During the third quarter of fiscal year 2006, professional fees increased $465,719 over the third quarter of fiscal year 2005. The increase was primarily the result of increased legal fees incurred in connection with our lawsuit against Colt LLC and higher costs associated with being a public company in the United States including the cost of SEC filings, American Stock Exchange listing fees, higher audit related fees, and additional legal services.

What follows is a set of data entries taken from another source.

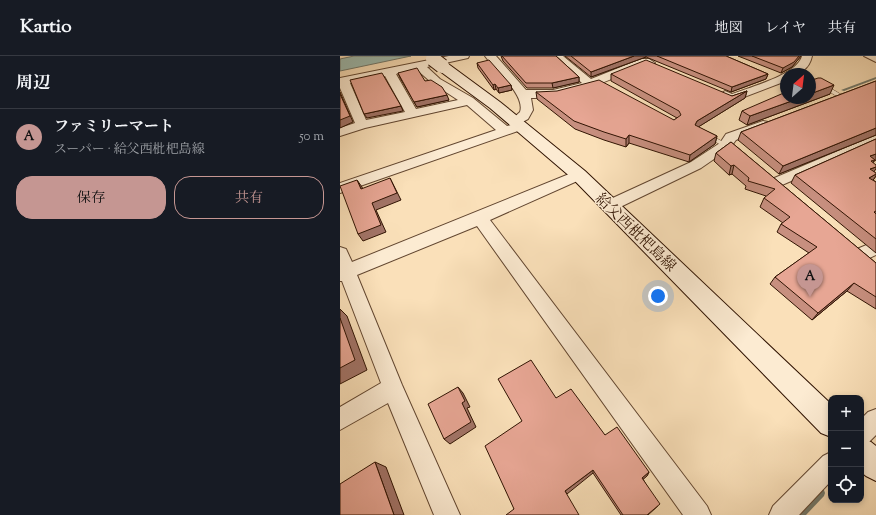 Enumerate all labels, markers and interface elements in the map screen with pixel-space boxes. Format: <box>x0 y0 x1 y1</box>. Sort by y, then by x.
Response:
text: Kartio <box>20 14 72 41</box>
text: 地図 <box>715 19 743 39</box>
text: レイヤ <box>765 19 806 39</box>
text: 共有 <box>828 19 856 39</box>
north arrow <box>780 68 816 104</box>
text: 周辺 <box>16 72 50 96</box>
text: ファミリーマート <box>54 117 174 138</box>
text: A <box>24 128 34 146</box>
text: 50 m <box>299 128 324 146</box>
text: スーパー · 給父西枇杷島線 <box>54 141 205 159</box>
button: 保存 <box>16 176 166 219</box>
button: 共有 <box>174 176 324 219</box>
street label: 給父西枇杷島線 <box>590 189 680 277</box>
pin: A <box>797 264 823 297</box>
your location <box>648 286 668 306</box>
map controls <box>828 395 864 503</box>
button: + <box>828 395 864 431</box>
button: − <box>828 431 864 467</box>
button: locate <box>828 467 864 503</box>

Depreciation, depletion and amortization expense - During the third quarter of fiscal year 2006, depreciation, depletion and amortization expense (“DD&A”) increased $106,859 over the third quarter of fiscal year 2005. We compute DD&A on capitalized acquisition and development costs (including gas collection equipment) using the units-of-production method based on estimates of proved reserves, and on all other property and equipment using the straight-line method based on estimated useful lives ranging from 3 to 10 years. The increase is primarily due to the increase in capitalized development costs and an increase in production over the third quarter of fiscal year 2005. Additionally, depreciation expense increased due to additions to other support equipment.
Interest income - During the third quarter of fiscal year 2006, interest income increased $167,876 over the third quarter of fiscal year 2005 due to significantly higher average cash balances during the third quarter of fiscal year 2006. The higher cash balances are the result of net proceeds of $27,883,954 we received in September 2005 related to the private placement of our common shares.
Other income (expense), net - During the third quarter of fiscal year 2006, other income (expense), net decreased $2,918,847 over the third quarter of fiscal year 2005 primarily due to recognizing approximately $2,950,000 of other expense related to settling our dispute with Colt LLC.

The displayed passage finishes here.